Next years of Polish tech industry will be key ones for our development in the future. We’re standing before a great opportunity and challenge. Poland has all necessary features to become a leader of innovation in its region, though we still fight with basic-level problems.
What are they? Let me share with you my thoughts on this.
1. We have no idea what we’re talking about.
While pitching about Polish ecosystem to Israeli investors, entrepreneurs and government representatives I’ve been always asked about the scale of Polish startup ecosystem and I had no other choice but to admit, that we have no any measurability tools.
Startup Poland prepared Report in 2015 but it was wrong in it’s very basic assumptions, e.g. including to startups all the subjects that got financed with 3.1 PO EU programme “Initiating innovative activities”. If you’d look into details, you’ll see that many of them are either not existing today or they’re simply not startups.
We need to work on tools, that would help us to define how big is our ecosystems. Those information are critical to bring key investors to Poland.
2. We don’t think big.
One thing that always hits me while talking to Israeli entrepreneurs is that they think globally. It definitely comes from geopolitical position of Israel – their market is too small to earn money and they’re surrounded by enemies. They are forced to think about American or European market from the very beginning.

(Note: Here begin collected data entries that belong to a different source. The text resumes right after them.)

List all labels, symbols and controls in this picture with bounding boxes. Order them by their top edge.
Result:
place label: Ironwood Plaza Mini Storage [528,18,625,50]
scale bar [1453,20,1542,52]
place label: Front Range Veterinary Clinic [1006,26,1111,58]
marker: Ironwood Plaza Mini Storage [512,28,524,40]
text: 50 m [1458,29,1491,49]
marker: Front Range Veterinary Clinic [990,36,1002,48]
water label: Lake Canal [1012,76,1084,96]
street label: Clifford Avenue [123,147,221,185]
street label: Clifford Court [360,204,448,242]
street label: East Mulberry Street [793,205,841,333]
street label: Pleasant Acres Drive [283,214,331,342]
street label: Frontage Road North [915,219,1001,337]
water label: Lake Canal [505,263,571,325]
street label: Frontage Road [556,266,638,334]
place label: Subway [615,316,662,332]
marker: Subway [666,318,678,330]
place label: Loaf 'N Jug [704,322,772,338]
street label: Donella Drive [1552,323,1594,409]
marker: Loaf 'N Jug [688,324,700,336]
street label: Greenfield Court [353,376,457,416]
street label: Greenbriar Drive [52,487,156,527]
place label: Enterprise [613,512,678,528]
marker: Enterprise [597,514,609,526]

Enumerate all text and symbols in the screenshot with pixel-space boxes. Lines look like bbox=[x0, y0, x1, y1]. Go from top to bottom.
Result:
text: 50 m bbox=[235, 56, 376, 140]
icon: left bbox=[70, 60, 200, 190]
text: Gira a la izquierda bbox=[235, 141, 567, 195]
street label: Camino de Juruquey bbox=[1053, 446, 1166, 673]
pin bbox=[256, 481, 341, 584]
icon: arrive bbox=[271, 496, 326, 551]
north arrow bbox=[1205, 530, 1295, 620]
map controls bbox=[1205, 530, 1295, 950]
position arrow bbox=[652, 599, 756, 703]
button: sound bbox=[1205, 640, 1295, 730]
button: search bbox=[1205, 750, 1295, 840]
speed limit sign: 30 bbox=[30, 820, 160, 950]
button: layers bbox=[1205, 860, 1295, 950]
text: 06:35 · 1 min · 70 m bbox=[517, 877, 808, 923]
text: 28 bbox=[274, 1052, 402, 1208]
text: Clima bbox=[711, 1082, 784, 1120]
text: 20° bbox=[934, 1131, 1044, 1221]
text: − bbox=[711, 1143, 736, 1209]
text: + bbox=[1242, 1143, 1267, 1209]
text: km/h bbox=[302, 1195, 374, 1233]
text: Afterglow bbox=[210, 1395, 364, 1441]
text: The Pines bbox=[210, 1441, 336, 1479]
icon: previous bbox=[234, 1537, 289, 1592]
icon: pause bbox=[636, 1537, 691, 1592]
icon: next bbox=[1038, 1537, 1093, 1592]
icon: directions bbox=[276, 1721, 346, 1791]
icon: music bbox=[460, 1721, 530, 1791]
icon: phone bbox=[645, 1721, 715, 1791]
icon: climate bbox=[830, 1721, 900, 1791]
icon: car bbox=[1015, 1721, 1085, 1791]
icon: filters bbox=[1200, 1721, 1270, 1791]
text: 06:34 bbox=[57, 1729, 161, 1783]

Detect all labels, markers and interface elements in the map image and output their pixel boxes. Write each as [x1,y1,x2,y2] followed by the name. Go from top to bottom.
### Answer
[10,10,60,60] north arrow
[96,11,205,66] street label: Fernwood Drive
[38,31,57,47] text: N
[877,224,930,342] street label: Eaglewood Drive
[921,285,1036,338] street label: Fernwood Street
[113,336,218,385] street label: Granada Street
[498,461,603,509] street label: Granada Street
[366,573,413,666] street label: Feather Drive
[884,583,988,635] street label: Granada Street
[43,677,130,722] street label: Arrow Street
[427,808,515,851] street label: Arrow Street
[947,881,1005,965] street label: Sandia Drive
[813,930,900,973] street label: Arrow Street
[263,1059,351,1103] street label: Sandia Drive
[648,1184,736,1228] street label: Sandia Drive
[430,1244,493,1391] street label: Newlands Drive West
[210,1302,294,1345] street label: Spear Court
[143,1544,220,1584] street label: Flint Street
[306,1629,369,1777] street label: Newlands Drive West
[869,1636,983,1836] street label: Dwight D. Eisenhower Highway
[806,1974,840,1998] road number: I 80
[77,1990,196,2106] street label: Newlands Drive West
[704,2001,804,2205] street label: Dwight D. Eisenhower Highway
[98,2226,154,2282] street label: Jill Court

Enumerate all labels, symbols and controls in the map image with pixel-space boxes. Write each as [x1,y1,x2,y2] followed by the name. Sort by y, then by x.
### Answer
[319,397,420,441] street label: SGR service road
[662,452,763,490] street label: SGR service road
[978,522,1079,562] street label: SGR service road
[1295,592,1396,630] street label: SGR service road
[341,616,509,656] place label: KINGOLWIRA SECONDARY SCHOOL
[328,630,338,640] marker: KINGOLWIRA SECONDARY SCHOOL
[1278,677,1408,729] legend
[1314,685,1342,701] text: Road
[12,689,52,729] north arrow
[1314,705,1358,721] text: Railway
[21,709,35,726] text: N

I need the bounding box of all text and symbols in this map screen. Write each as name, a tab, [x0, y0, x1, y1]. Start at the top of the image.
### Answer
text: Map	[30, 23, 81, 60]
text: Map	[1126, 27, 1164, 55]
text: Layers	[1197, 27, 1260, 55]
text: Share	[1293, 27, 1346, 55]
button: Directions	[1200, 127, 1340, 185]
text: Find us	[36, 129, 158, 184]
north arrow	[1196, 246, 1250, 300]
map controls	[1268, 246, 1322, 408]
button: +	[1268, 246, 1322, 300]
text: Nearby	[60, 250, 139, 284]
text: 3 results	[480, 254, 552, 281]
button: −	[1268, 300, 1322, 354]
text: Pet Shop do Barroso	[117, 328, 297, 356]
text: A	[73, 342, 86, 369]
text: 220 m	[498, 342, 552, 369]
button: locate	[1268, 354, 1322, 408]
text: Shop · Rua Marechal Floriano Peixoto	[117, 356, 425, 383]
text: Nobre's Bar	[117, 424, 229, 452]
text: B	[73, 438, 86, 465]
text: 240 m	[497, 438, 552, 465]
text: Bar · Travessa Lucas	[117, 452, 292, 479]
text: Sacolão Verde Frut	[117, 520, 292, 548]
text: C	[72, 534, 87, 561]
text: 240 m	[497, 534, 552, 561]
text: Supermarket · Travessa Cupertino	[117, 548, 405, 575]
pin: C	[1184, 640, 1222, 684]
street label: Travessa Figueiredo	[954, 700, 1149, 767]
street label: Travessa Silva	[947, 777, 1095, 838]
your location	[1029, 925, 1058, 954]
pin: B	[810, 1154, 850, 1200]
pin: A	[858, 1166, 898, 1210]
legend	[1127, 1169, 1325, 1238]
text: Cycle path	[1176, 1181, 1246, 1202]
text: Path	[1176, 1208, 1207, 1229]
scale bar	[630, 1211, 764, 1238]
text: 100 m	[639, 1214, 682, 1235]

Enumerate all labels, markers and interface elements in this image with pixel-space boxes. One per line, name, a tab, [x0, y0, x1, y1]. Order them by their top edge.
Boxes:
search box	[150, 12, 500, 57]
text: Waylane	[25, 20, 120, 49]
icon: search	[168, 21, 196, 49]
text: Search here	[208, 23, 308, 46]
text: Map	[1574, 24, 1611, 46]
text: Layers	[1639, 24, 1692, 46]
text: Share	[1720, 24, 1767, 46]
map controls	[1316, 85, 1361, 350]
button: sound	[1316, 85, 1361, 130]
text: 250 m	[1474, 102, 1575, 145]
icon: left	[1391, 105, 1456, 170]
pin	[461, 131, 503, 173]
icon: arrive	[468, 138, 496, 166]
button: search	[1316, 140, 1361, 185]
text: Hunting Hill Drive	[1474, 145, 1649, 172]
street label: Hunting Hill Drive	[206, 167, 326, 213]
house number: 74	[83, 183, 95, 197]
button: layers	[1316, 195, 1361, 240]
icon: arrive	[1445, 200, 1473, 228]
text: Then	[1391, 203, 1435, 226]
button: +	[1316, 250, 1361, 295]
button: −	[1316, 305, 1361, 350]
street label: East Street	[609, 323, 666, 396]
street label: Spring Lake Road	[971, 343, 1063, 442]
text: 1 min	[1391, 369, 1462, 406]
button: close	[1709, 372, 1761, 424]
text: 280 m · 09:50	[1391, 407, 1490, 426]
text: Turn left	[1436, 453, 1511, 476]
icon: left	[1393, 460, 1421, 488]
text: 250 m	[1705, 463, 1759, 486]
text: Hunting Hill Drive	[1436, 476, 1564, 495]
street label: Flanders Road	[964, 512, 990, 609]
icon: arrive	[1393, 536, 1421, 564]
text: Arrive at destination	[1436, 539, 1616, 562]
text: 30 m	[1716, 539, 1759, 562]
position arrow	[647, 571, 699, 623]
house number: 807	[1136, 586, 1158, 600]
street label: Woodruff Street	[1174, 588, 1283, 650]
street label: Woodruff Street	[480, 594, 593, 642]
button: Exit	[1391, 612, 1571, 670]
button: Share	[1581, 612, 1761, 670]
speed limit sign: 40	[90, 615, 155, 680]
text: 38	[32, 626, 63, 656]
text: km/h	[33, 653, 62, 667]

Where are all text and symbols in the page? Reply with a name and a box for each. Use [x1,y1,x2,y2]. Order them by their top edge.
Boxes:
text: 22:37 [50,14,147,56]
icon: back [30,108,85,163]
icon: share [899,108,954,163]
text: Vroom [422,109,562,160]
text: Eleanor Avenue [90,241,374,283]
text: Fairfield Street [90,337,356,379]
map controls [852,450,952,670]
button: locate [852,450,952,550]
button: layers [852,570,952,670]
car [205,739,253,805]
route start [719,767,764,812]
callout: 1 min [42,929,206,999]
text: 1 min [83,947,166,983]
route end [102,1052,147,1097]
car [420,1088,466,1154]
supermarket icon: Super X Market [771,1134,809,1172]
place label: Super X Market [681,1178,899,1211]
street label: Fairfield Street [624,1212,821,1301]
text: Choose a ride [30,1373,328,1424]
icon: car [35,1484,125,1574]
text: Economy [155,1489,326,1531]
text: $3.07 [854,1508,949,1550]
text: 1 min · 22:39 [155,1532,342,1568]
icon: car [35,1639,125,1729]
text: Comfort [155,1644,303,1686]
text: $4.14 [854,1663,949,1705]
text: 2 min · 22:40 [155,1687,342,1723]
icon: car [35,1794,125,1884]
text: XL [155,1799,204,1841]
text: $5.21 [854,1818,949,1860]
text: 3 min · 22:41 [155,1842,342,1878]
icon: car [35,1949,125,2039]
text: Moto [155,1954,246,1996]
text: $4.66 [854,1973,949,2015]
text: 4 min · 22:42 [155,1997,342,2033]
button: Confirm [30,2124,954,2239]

Poland? We have a good ideas, though most of young startupers (at least those that I’ve met) think on a country scale (sometimes European). It’s not big enough, if you want to give a revenue most of investors want.
3. Smart money and investors.
“Smart money” is still a new thing in Poland. We need to learn how to invest money and help startups after money transfer. The financial side is many times not a key value startup can get from investors, way more important are knowledge, experience or network of an investor.
Looking at investments in Poland I often have an impression, that we invest in startups that won’t work. I guess it’s partly because investors have money from public sources that they have to invest. That’s a closing circle, seriously. We invest stupid money in stupid ideas only because we need to spend money. It makes entrepreneurs more lazy to think of a good ideas and investment managers to look for next unicorn. Higher bar from investors can give a profit, not only to them, but to the whole ecosystem.
A good example of VC in Poland is Arkley, which decided on the beginning of this year to focus on hardware startups only. A great decision supported with great startups in their portfolio. The important thing about Arkley is that they invest only private money, so they’re not spoiled with public ones’.
4. The flow between public and private sectors.
Yes, we do have 3.1 and other programmes in which public money mix with a private one, but that’s the only part where I see any collaboration between country and a private sector. (And I don’t think it’s a great model of collaboration ^ look at point 4).
Does any entrepreneur get a help with building a network from Polish government? Nope. Does Polish government talk with startup ecosystem about what should be done? Nope. If yes – then they’re doing it behind closed doors, and nobody knows about it.
5. We don’t know, that we don’t know. And we don’t trust.
OMG. Working with startups is such a pain in the ass sometimes. Especially when we have a typical polish type of owner of the company. Their biggest and most important rule is: do not trust anyone. Do not let anyone decide. Do not hire professional to allow him to do his job: you hire him, because you know better.
I mean – why do you decide to collaborate with an agency or freelancer if you never take it’s advice seriously? That’s ridiculous.
That’s another topic, but we all know this: Poland has extremely complicated tax system. We’re simply messed with new rules. And we keep going in a wrong direction inventing new types of companies instead of repairing current ones.
If you’d look into investments made in 2014-2015 most of them were made with the support of public money managed by, on first level PARP (Polish Agency for Enterprise Development), and on second level by venture capitals or regional incubators.
If you’d look even more carefully, you’d see that most of company’s that got financed
# Finishing line
As an ecosystem, we have a great potential which we do not use yet. Being constantly between Israel and Poland I have an impression that we are still a bit infantile. Startups are not a business in Poland and I don’t know why.
But looking at a progress we made over last year or two years – I think positive change is something that will come naturally very soon.